Are you sure it's connecting to the correct Docker socket/endpoint? Can you try running without -retry?

[kiwixz]

I'm pretty sure it's the good endpoint as I have only one dockerd, and it fixes containers' outgoing connections.

Removing -retry does not fix it.

I use docker from debian buster (stable) official repo:

Docker version 18.09.1, build 4c52b90
docker-compose version 1.21.0, build unknown

---

/etc/docker/daemon.json

{
  "ipv6": true,
  "fixed-cidr-v6": "fd00:1::/80",
  "log-driver": "journald"
}

---

docker-compose.yml (I removed unrelated stuff)

version: "3.3"

networks:
  nginx:

services:
  ip6nat:
    image: robbertkl/ipv6nat
    restart: always
    network_mode: host
    volumes:
      - "/var/run/docker.sock:/var/run/docker.sock:ro"
    cap_add:
      - NET_ADMIN
    command: ["-debug", "-cleanup"]

  nginx:
    build: nginx
    restart: always
    networks:
      - nginx
    volumes:
      ...
    ports:
      - "80:80/tcp"
      - "443:443/tcp"

[kiwixz]

Okay I found the problem. docker-ipv6nat was not recognizing the containers with a custom network, as it seems like they dont support IPv6 by default. Maybe you could add some logs in debug mode telling us why a container is not considered if that is even possible.

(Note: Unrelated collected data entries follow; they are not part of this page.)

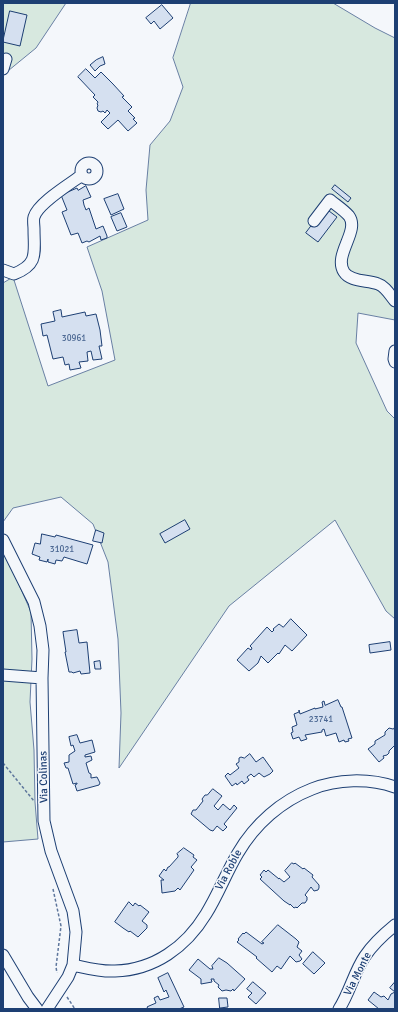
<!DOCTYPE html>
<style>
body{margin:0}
#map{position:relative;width:398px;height:1012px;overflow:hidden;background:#f4f7fb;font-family:Signika,sans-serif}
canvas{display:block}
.frame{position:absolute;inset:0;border:4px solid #1d3f73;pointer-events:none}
</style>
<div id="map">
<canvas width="398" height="1012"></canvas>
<div class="frame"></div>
</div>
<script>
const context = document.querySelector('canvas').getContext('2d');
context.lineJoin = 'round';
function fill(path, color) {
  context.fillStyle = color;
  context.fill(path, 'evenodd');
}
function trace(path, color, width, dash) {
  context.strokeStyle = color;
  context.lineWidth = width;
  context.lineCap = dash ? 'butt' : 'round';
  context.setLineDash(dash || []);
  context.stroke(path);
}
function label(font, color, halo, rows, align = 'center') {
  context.font = font + ' Signika,sans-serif';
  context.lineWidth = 3;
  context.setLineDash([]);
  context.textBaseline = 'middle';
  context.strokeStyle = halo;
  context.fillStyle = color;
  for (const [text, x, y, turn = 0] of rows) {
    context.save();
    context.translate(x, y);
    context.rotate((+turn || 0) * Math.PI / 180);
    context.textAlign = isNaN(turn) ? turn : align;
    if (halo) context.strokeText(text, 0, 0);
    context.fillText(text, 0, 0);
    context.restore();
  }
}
const green = new Path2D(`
 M3,3H66L36,48L3,75Z
 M191,3H333L375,28L395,38V320L358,313L356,343L387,411L395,419V619L386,611L335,520L229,606L119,768L121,713L118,639L108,562L93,524L61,497L13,508L3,522V283L13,277L48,386L115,360L102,291L87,247L148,220L146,190L150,145L170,121L183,87L173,58Z
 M3,548L31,612L32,659L30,702L34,750L35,802L38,839L3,842Z`);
fill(green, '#d7e8df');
trace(green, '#687fa3', 1);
const building = new Path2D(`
 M162,5L173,18L160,29L154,21L151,24L146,18Z
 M10,11L27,15L20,46L3,42Z
 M103,57L105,64L100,66L95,71L90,65L96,60Z
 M86,69L95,78L101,72L113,84L124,96L122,97L132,107L128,111L135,118L133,119L137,123L128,131L118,120L108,129L101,122L110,113L107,110L105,113L103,111L101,112L98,111L97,108L98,105L97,104L98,102L93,97L95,95L78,77Z
 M335,185L351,198L348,202L332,189Z
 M86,186L91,197L83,200L84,205L86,210L89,208L96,229L103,226L107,236V238L101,240L100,236L89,242L87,241L82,243L78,233L71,235L62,212L67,210L61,195L77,188L78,190Z
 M118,194L124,209L111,215L104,199Z
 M325,208L337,217L318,242L306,233Z
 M121,213L127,227L117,231L111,217Z
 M61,310L62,317L85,312L86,316L96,314L100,330L102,346H99L102,359L93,360L91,351L87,352L88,361L79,362L81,368L70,370L69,364L65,365L63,357L53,359L47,335L43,336L41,324L55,321L53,312Z
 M185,520L190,529L165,543L160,534Z
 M96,530L104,533L102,543L93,541Z
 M42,534L55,537L56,535L93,545L87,564L64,557L62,561L56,560L55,564L48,562V559L47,562L39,560L40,557L32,554L35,543L40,544Z
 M291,619L307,635L292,651L285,645L279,654L278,653L268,663L261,656L258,663L249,671L237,660L248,648L251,650L252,648L250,646L267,627L272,632L274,630L273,629L279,624L283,627Z
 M77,630L79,643L87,642L90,673L81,674L80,671L73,673L72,672H69L65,652H66L63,632Z
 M390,642L391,650L370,653L369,645Z
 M100,661L101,669H95L94,662Z
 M338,700L341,707H342L352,738L348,739L349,741L345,742L344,740L339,742L336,733L326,736L324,729L322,730V732L305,735L307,739L301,741L299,737L293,739L291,733L293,732L292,727L297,725L294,714L299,712V710L300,714L315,708V709L323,707L322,702L324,701L325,705Z
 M395,727V748L394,746L389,751V753L387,755L383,756L384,758L379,762L368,749L375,744V741L385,735V732L389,728L393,729Z
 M77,735L80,743L92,740L95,752L85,755V757L91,756L92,760L86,763L89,773L91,774V778L97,777L100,783L99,785L77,791L75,785L77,784V783L73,784L68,768H66L64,763L69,762V755L75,751L73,745L71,746L69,737Z
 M250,754L256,762L263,757L273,771L270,774L264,777L259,773L254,777L251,774L247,777L249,780L244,784L242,781L237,785L236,783L232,786L225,776L228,773L230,775L239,768L236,764L239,762V758L241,757L244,758Z
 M213,789L222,796L214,806L218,810L223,804L230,810L234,805L237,808L224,824L227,827L223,831L217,826L213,831L210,830L191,814L193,810H196L203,801L202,799L205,795H207Z
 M184,848L194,855L193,857L197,860L191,867L194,870L180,890L178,888L175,891L162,893L161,880H164L159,876L164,869L166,871L168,867H169L178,857V855L177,854Z
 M292,863L294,864L295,863L303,869L304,868L313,875L312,877L319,885V888L318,890L314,891L311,887L305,895L307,897V900L305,903H302L297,908L296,907L294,908L290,904V905L284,901L260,879L262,877L260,875L264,870L266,872L268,870L279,879V878L284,882L290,877L285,871Z
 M129,902L133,906L135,903L139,906L140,905L149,912L142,921L147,925V928L138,937L130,931L129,932L123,928L115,922Z
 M278,925L296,939L299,942L297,947L302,951L299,955L302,959L300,961L296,962L290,956L281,969L277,966L272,972L256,958L257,957L237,942L239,940L238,939L243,933L244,934L246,932L262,944L264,943L262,942Z
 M313,952L325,963L314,974L303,964Z
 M219,958L227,963L245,979L234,991L233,989L231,991L226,990L222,991L218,987L219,985L214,981V979H211L212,982L201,984V979L189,970L198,959L210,969H213L212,966Z
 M168,973L184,1007L179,1009H148L147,1007L149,1006L156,1003L154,998L158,996L160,1000L169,997L166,990L164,992L158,978Z
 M253,982L266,993L256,1004L248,997L252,993L247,989Z
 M395,982V1009H379L368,1000L374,992L381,997L384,996L388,1000L391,994L395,992L390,988Z
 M219,998H227L228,1007L220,1008Z`);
fill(building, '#d5e0f0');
trace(building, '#1d3f73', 1);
const minor = new Path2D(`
 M3,69L6,59
 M81 171a8 8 0 1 1 16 0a8 8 0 1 1-16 0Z
 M314,221L330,200C336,205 344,210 349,216C360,231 333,255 344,272C350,282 368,280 378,284C385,286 390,295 395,301
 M3,270L14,274C39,264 34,253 34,229C34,226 33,220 34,217C38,203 70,184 82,175
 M395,351L394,359L395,362
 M3,540L34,602L40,626L43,650L42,678L44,821L51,851L73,911L76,932L73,965L68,977L47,1009
 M3,675L42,678
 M3,955L28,997L37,1009
 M73,965C87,968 101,972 115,971C154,970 186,947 206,914C218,895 226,873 238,853C255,824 281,801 312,789C337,779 369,778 395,787
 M339,1009C350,992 354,972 365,956C373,944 384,934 395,925`);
trace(minor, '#1d3f73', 13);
trace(new Path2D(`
 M3,763L34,801
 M53,889L61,926L56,967L57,973
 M67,997L75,1009`), '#5e769c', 1.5, [3, 2]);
trace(minor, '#f4f7fb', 11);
label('9px', '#4b6792', null, [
 ["30961",74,339],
 ["31021",62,550],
 ["23741",321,720]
]);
label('11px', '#1d3f73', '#f4f7fb', [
 ["Via Colinas",44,777,-91],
 ["Via Roble",229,870,-62],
 ["Via Monte",358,974,-63]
]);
</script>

The solution is in docker-compose.yml:

version: "2.4"

networks:
  nginx:
    enable_ipv6: true
    ipam:
      config:
        - subnet: "fd00:1:1::/80"

You have to use a compose file of version 2.x as IPv6 is not yet supported in the 3.x (see here)... Also don't forget to use a different IP subnet than the daemon.

[robbertkl]

Great you've figured it out! Thanks for the info and suggestions.